The following can be used to categorise events as information security incidents:
- A virus
- Unauthorised access to information systems or data
- Ransomeware
- A system outage
- Social engineering attacks
- Unauthorised disclosure of information
- Unauthorised modification of information
- Denial of service to information systems or users
Assessment of Information Security Events
We also set out in ISO 27001 Annex A 5.24 Information Security Incident Management Planning And Preparation who will co-ordinate and respond to the information security incident and it those people that will perform the assessment and make a decision on the events.
The point of contact should assess each information security event using the following as guidance:
- Impact: The impact of the event should be assessed in terms of the severity of the consequences, such as loss of confidentiality, integrity, or availability of information.
- Urgency: The urgency of the event should be assessed in terms of how quickly a resolution is needed
- Priority: The priority of the event should be determined by its impact and urgency.

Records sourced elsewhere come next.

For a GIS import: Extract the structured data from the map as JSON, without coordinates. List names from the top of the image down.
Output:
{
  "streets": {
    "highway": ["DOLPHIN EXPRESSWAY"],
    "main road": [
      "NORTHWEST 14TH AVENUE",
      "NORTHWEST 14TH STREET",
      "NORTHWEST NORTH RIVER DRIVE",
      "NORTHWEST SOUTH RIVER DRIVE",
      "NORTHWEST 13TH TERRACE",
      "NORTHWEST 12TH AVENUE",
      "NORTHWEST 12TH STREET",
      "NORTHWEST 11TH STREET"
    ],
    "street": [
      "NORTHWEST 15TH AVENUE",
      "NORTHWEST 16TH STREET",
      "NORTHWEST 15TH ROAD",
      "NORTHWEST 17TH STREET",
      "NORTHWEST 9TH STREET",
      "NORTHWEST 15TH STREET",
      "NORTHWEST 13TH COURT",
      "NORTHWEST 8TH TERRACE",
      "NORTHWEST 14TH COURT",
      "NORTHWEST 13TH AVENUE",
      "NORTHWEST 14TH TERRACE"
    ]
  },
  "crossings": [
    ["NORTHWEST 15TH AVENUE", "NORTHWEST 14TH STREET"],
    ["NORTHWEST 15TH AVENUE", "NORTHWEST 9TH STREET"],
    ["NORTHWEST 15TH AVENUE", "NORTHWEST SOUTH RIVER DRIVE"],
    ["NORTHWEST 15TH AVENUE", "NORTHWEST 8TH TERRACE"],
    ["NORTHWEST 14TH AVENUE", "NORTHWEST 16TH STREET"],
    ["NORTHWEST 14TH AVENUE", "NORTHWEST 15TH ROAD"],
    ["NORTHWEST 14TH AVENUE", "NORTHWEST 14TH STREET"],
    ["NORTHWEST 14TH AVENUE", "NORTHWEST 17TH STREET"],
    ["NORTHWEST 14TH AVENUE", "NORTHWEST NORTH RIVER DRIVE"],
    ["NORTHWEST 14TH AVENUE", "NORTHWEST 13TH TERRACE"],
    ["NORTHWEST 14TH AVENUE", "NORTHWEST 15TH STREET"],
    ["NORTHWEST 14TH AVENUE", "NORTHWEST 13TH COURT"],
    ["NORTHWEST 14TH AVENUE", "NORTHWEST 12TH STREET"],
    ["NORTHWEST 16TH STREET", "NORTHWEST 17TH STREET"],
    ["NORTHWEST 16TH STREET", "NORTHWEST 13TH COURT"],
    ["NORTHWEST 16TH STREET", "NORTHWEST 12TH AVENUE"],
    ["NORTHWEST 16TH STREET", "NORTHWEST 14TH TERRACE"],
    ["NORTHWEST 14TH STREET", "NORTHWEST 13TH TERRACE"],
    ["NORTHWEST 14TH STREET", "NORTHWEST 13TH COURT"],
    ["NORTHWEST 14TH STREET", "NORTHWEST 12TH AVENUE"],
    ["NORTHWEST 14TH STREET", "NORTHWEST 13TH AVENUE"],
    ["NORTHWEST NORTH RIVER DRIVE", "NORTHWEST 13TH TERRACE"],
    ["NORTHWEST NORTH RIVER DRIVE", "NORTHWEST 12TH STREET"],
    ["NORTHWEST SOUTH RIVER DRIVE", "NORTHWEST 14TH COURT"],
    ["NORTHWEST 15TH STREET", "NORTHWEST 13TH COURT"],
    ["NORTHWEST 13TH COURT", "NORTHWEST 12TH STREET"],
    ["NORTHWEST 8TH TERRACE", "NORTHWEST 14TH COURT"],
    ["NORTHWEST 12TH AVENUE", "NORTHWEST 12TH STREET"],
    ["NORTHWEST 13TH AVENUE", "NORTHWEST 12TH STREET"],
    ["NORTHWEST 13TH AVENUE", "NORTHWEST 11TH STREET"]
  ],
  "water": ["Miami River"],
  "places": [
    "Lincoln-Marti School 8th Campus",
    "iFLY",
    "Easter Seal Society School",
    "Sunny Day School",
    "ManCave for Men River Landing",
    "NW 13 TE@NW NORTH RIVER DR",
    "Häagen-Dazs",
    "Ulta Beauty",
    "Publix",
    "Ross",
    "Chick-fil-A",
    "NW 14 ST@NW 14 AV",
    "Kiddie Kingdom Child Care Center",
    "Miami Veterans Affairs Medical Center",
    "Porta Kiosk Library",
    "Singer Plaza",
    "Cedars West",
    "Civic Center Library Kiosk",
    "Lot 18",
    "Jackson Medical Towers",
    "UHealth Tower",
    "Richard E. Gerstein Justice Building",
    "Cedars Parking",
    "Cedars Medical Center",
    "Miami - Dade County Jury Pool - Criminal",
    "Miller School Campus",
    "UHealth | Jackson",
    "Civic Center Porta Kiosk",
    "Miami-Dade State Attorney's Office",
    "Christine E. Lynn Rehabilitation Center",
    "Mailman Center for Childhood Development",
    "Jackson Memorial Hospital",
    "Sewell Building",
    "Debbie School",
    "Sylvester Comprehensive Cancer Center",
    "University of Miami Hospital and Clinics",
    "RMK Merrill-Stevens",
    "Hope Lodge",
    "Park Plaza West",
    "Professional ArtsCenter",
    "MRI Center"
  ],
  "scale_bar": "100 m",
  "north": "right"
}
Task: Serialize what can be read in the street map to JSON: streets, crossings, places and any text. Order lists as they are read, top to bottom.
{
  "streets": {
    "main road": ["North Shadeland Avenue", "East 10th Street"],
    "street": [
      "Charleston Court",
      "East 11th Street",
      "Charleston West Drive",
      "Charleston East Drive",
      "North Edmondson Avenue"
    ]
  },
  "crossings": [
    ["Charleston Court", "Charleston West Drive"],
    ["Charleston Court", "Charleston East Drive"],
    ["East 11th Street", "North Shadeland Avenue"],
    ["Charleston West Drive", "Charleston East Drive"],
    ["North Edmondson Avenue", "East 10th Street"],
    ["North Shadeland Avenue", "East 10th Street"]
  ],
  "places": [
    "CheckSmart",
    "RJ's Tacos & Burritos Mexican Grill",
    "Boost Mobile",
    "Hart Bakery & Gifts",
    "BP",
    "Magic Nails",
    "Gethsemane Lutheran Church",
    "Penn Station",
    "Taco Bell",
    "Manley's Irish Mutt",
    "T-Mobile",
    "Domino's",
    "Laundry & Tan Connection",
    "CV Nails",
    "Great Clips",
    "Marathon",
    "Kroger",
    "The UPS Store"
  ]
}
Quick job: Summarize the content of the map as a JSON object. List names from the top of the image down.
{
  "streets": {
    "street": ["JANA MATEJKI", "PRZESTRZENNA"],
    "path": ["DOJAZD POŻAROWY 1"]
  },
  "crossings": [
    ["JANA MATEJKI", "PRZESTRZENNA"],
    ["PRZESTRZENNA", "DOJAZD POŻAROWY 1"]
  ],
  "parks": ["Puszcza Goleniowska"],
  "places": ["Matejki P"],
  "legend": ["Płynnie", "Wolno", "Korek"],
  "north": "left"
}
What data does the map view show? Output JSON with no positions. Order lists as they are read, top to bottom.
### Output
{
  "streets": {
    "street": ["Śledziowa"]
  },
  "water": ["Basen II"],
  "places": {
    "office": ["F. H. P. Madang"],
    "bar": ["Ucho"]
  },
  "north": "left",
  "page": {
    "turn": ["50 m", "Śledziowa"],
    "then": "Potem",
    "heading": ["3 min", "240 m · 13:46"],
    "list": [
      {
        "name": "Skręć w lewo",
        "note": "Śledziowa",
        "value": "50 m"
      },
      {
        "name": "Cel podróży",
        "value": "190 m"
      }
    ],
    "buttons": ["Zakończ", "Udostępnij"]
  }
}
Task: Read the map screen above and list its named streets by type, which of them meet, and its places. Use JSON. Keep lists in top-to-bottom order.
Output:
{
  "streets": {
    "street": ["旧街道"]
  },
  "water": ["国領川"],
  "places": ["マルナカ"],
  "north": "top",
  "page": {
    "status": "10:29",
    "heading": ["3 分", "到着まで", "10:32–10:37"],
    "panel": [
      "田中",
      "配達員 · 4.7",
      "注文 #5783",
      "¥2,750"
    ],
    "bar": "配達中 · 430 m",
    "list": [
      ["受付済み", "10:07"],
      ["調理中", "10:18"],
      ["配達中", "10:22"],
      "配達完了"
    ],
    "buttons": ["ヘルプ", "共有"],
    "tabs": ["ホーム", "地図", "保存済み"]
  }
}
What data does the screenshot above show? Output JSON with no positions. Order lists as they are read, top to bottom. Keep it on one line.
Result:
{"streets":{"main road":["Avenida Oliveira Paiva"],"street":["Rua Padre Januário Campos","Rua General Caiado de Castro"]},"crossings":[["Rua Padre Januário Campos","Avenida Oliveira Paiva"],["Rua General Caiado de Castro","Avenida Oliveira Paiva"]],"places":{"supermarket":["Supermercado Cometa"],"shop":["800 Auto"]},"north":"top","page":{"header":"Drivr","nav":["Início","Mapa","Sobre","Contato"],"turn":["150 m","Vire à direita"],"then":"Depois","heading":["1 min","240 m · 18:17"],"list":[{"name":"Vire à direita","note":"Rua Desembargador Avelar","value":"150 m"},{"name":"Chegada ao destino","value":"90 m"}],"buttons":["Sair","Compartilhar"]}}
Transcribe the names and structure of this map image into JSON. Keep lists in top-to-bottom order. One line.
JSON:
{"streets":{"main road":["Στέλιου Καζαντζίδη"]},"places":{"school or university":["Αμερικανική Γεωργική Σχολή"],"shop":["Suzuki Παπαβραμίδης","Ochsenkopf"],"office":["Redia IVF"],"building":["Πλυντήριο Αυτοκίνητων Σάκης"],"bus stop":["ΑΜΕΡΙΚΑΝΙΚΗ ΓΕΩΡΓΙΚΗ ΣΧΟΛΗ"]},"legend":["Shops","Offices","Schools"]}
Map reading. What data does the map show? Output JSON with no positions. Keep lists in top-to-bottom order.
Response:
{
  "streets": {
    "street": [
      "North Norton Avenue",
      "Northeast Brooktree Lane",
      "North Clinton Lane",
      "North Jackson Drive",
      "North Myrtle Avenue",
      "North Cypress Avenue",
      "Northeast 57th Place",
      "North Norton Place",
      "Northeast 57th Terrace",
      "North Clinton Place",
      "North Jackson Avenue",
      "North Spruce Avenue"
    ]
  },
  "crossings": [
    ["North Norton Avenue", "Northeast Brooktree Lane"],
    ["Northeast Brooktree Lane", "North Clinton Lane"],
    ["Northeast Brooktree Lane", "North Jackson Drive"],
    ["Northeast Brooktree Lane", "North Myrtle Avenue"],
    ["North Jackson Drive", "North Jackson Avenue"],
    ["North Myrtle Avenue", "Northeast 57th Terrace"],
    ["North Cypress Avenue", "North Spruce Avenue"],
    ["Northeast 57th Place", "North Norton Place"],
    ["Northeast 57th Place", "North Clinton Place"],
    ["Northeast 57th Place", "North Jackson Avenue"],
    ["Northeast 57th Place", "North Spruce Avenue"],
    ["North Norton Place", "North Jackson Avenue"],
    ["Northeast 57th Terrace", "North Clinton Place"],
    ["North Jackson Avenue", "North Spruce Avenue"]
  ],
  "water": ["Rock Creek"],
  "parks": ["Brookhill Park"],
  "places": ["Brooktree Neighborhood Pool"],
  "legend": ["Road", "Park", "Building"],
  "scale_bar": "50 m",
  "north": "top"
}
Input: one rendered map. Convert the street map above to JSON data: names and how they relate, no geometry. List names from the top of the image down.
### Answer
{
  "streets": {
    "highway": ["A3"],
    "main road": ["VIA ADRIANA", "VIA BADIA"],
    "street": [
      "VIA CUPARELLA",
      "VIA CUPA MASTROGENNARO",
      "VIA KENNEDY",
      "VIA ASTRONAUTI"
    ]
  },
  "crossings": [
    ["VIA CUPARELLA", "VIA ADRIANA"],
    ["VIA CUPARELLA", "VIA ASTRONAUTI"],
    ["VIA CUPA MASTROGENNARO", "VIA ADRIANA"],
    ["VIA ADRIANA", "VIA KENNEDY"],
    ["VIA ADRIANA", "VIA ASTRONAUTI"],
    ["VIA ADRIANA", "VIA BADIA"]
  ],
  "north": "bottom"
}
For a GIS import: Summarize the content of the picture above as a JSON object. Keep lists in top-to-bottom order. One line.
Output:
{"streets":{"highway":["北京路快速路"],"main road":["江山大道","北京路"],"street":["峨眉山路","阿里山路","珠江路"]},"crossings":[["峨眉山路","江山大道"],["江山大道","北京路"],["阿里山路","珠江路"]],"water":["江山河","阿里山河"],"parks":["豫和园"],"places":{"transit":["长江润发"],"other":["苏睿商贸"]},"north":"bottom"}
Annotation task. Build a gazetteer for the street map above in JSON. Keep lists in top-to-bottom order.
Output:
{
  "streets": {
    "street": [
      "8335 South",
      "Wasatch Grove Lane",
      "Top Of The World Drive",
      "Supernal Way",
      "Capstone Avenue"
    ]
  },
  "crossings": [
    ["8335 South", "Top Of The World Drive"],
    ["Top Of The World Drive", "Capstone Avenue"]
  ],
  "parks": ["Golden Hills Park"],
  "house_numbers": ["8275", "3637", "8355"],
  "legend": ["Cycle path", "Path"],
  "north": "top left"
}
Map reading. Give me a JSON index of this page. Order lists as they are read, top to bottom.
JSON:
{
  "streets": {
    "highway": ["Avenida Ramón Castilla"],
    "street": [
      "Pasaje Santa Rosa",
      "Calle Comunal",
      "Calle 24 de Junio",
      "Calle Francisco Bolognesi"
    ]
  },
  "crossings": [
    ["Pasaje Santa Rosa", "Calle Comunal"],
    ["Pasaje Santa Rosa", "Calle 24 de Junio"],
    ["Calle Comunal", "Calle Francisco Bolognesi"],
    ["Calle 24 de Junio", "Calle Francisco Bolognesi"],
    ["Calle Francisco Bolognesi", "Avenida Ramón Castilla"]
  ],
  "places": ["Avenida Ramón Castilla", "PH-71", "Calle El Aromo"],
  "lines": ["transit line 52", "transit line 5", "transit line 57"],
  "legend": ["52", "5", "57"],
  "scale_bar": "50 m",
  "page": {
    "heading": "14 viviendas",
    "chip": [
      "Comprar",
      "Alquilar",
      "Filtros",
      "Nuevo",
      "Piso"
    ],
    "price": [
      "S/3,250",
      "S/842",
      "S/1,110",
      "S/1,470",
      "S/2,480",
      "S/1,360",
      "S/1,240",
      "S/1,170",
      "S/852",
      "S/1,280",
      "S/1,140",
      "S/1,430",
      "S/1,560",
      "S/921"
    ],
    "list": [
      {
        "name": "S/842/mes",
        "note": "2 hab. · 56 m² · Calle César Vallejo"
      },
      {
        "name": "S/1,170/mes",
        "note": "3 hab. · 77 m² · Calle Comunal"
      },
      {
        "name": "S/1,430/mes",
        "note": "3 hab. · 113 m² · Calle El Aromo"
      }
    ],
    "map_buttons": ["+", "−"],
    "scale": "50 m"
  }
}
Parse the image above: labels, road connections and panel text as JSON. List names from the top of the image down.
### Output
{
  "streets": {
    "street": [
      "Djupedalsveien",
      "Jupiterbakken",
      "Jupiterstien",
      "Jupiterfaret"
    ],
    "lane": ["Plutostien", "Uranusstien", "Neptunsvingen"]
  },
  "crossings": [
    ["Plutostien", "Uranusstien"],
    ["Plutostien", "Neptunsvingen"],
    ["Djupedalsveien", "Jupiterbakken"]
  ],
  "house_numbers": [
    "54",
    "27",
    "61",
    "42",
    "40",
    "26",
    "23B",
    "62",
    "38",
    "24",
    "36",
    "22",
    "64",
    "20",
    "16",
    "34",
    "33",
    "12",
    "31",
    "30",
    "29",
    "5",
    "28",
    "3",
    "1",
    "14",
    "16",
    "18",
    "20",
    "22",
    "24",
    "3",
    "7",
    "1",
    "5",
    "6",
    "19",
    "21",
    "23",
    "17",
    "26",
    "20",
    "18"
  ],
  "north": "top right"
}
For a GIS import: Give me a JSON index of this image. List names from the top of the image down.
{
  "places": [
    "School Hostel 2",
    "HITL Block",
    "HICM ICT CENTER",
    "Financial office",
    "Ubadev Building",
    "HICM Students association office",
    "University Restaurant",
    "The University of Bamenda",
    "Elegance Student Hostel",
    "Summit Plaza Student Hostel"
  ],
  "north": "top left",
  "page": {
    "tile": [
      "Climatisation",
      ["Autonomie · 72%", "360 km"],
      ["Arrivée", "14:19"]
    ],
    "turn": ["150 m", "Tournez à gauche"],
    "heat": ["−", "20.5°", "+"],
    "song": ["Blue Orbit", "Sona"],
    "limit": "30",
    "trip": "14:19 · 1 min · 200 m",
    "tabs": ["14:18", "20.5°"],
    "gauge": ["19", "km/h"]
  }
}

Information Security Assessment Formula
Impact x Urgency = Priority
Decision on Information Security Events
The point of contact should make a decision on each information security event based on the assessment. The decision should include the following:
- Whether the event is an information security incident
- The priority of the incident
- The appropriate response to the incident
Recording of Results
The results of the assessment and decision should be recorded. This is for reference, verification, lessons learnt, root cause analysis and continual improvement. We would record the following information:
- The date and time of the event
- The nature of the event
- The impact of the event
- The urgency of the event
- The priority of the event
- The decision on the event
- The response to the event
Implementation Conclusion
This guide provides a framework for identifying the impact, consequences and priority of an information security incident. The guide should be used in conjunction with your information security incident management plan.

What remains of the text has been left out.